The main reasons for referring patients with DM are shown in Table 36. The referral criteria for patients with HTN according to the practical guide of the Spanish Society of Hypertension - Spanish League for the Fight against Arterial Hypertension (SEH-LELHA) published in 2022 are as follows213:

  • Suspected secondary HTN.

  • Age of onset <40 years with grade 2−3 HTN (SBP ≥ 160 mmHg or DBP ≥ 100 mmHg).

  • Repeated hypertensive crises in patients with previous normal BP or well-controlled HTN.

  • Indication for complementary studies not available in primary care, particularly indication for advanced vascular explorations that may influence therapeutic decisions.

  • Resistant HTN (HTN not controlled with three complementary drugs in adequate doses, one of them a diuretic), especially after ruling out pseudoresistant hypertension attributed to the white coat effect with ABPM, and ruling out non-adherence to non-pharmacological or pharmacological treatment.

  • Difficult to control HTN in relation to multiple drug intolerances, multiple contraindications, constant non-adherence, or extreme variability of BP readings.

Table 36.

Reasons for referral of patients with diabetes mellitus.

Diabetes mellitus 
• T1DM 
• Gestational DM. 
• Diabetes not correctly identified 
• Poor glycaemic control, unstable diabetes, hypoglycaemias 
• Comorbidities (e.g., morbid obesity) 
• Severe microvascular disease (diabetic foot polyneuropathy, CRF, advanced retinopathy) 

DM: diabetes mellitus; CRF: chronic renal failure; T1DM: type 1 diabetes mellitus.

The SEA has published criteria for the referral of patients with dyslipidaemia to its lipid units (Table 37).214

Table 37.

Criteria for referral to lipid units of the Spanish Society of Atherosclerosis.

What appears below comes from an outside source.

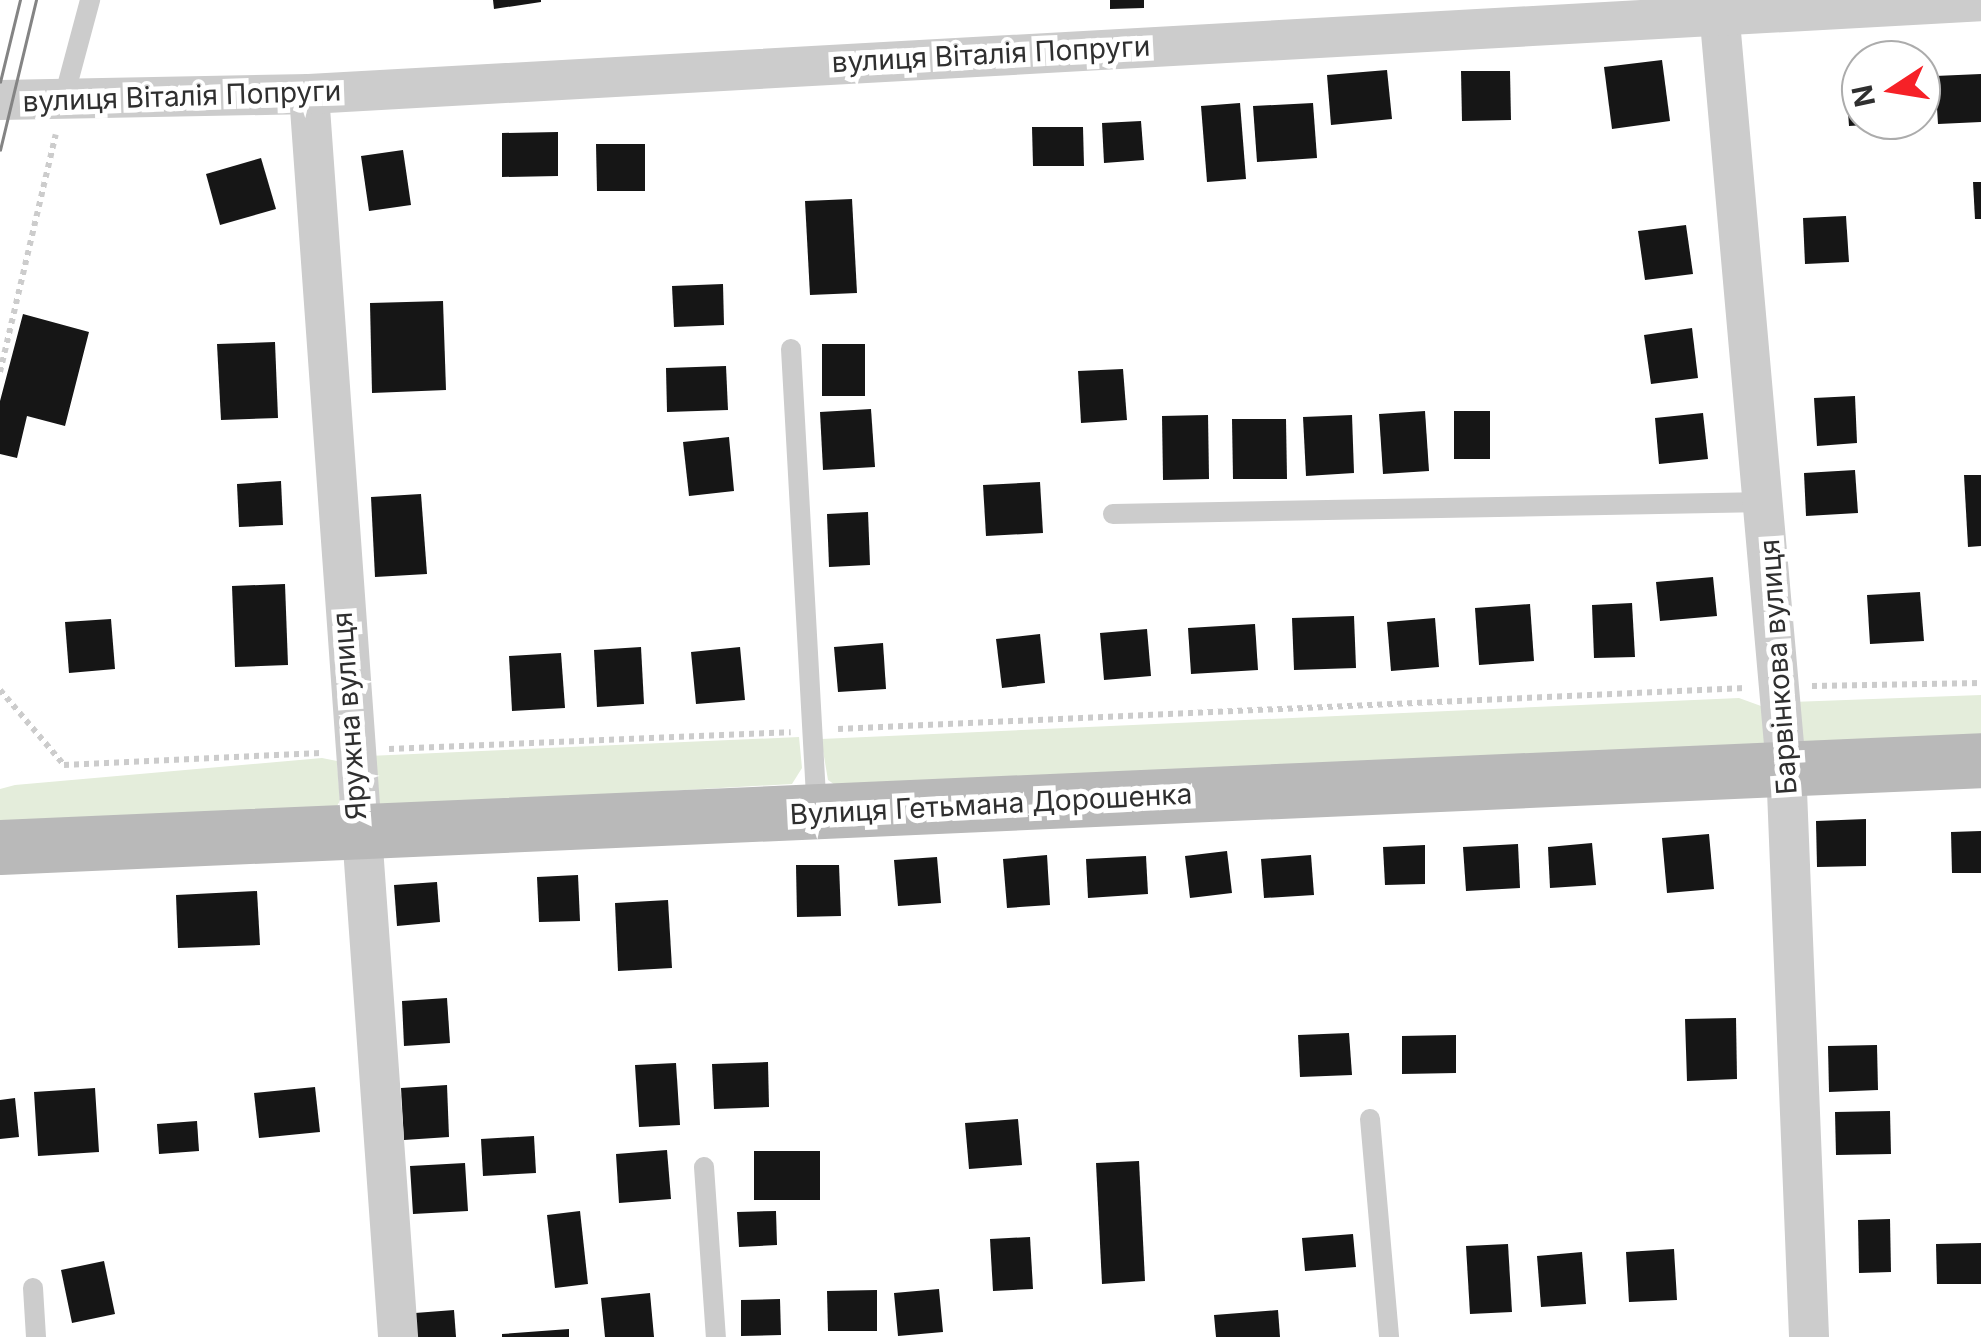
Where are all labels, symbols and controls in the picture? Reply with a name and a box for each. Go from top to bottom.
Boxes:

Dyslipidaemia  Thresholds  Clinical context  Diagnosis  Treatment 
Hypercholesterolaemia  TC > 300 mg/dL  Tendinous xanthomas  FH cascade screening  Triple therapy 
  LDL-C > 200 mg/dL  Corneal arcus <45 years  Genetic testing  New treatments (PCSK9i) 
  Lp(a) > 50 mg/dL  Family history +++  Imaging techniques to detect SVD  Drug intolerance 
    IHD or premature PAD    Refractoriness to treatment 
    Recurring IHD    Apheresis 
    Vascular disease without evident VRF     
    Suspected FH     
    Steatosis and/or cirrhosis     
Hypertriglyceridaemia  Fasting TG > 1000 mg/dL  Xanthomas  Secondary cause analysis  Exclude secondary cause 
  TG > 500 mg/dL despite treatment  Hepatomegaly  Biochemical tests  Ineffective treatment 
  Hypertriglyceridaemia and TC > 350 mg/dL  Splenomegaly  Molecular diagnosis molecular  Special diets 
    Lipemia retinalis     
    Debut in infancy     
    Pancreatitis     
HDL-C  HDL-C < 20 mg/dL  Hepatomegaly  Exclude secondary causes  Control secondary causes 
  HDL-C > 100 mg/dL  Splenomegaly  Biochemical tests   
    Tonsillar hypertrophy  Molecular diagnosis   
    Corneal opacity     
    Renal insufficiency     
Hypocholesterolaemia  LDL-C < 50 mg/dL without treatment  Malabsorption  Exclude secondary causes   
    Steatosis  Biochemical tests   
      Molecular diagnosis   

FH: familial hypercholesterolaemia; HDL-C: high-density lipoprotein cholesterol; IHD: ischaemic heart disease; LDL-C: low-density lipoprotein cholesterol; Lp(a): lipoprotein (a); PAD: peripheral arterial disease; PCSK9i: proprotein convertase subtilisin/kexin proprotein convertase 9 inhibitor; SVD: subclinical vascular disease; TC: total cholesterol; TG: triglycerides. +++: Positive.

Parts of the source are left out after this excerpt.